$H_e = \sum\limits \left[ -\dfrac{1}{2}\nabla_j^2 - \sum\limits_a\dfrac{Z_a}{r_{j,a}} \right] + \sum\limits_{j<k}\dfrac{1}{r_{r,k}}.$
These units are introduced to remove all $$\hbar \text{, e, and m}_e$$ factors from the equations.

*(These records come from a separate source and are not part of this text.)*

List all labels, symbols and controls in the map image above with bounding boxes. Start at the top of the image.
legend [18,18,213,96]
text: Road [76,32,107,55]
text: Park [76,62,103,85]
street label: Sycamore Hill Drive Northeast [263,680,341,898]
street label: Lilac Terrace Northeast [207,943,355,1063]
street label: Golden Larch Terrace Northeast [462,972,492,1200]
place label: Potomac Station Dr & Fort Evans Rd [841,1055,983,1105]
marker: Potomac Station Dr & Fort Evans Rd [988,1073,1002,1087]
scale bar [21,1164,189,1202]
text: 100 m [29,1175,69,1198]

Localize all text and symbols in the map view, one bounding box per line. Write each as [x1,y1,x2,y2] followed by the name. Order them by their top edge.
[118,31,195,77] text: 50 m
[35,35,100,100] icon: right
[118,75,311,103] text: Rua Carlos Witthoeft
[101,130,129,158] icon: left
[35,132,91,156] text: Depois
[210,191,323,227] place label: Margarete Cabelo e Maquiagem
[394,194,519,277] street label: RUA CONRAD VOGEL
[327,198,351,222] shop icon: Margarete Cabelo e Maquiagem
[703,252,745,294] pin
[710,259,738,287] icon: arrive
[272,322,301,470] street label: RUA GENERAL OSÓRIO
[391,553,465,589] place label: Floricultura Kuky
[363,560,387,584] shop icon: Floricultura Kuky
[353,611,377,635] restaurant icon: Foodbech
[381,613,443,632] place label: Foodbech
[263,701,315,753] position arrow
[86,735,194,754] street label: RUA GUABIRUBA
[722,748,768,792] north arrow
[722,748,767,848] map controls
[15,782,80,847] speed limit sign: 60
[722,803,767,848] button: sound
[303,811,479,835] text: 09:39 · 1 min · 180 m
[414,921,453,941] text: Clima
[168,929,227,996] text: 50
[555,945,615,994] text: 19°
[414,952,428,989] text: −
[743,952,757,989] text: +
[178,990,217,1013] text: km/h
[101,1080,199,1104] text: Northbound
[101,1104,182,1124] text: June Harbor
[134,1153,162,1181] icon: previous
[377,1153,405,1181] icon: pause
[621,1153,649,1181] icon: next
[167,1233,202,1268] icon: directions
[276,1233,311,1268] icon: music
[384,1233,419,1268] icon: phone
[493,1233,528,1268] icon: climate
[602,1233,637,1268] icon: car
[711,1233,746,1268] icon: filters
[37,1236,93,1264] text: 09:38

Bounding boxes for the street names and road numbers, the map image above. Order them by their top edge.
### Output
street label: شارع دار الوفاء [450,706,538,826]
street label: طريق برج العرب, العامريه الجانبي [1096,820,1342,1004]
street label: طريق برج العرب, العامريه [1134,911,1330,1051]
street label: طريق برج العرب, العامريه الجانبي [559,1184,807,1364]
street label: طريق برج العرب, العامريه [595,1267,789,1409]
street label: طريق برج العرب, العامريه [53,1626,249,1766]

To effect this unit transformation, one notes that the kinetic energy operator scales as $$r_j^{-2}$$ whereas the coulombic potentials scale as $$r_j^{-1}$$ and as $$r_{j,k}^{-1}$$. So, if each of the distances appearing in the cartesian coordinates of the electrons and nuclei were expressed as a unit of length $$a_0$$ multiplied by a dimensionless length factor, the kinetic energy operator would involve terms of the form $$\left(-\frac{\hbar^2}{2(a_0)^2m_e} \right)\nabla_j^2$$ , and the coulombic potentials would appear as $$\frac{Z_ae^2}{(a_0)r_{j,a}} \text{ and } \frac{e^2}{(a_0)r_{j,k}}$$. A factor of $$\frac{e^2}{a_0}$$ (which has units of energy since $$a_0$$ has units of length) can then be removed from the coulombic and kinetic energies, after which the kinetic energy terms appear as $$-\frac{\hbar^2}{2(e^2a_0)m_e}\nabla_j^2$$ and the potential energies appear as $$\frac{Z_a}{r_{j,a}} \text{ and } \frac{1}{r_{k,j}}$$. Then, choosing $$a_0 = \frac{\hbar^2}{e^2m_e}$$ changes the kinetic energy terms into $$-\frac{1}{2}\nabla_j^2$$; as a result, the entire electronic Hamiltonian takes the form given above in which no $$e^2, \text{ me, or } \hbar^2$$ factors appear. The value of the so-called Bohr radius $$a_0 = \frac{\hbar^2}{e^2m_e}$$ is 0.529 Å, and the so-called Hartree energy unit $$\frac{e^2}{a_0}$$, which factors out of $$H_e$$, is 27.21 eV or 627.51 kcal/mol.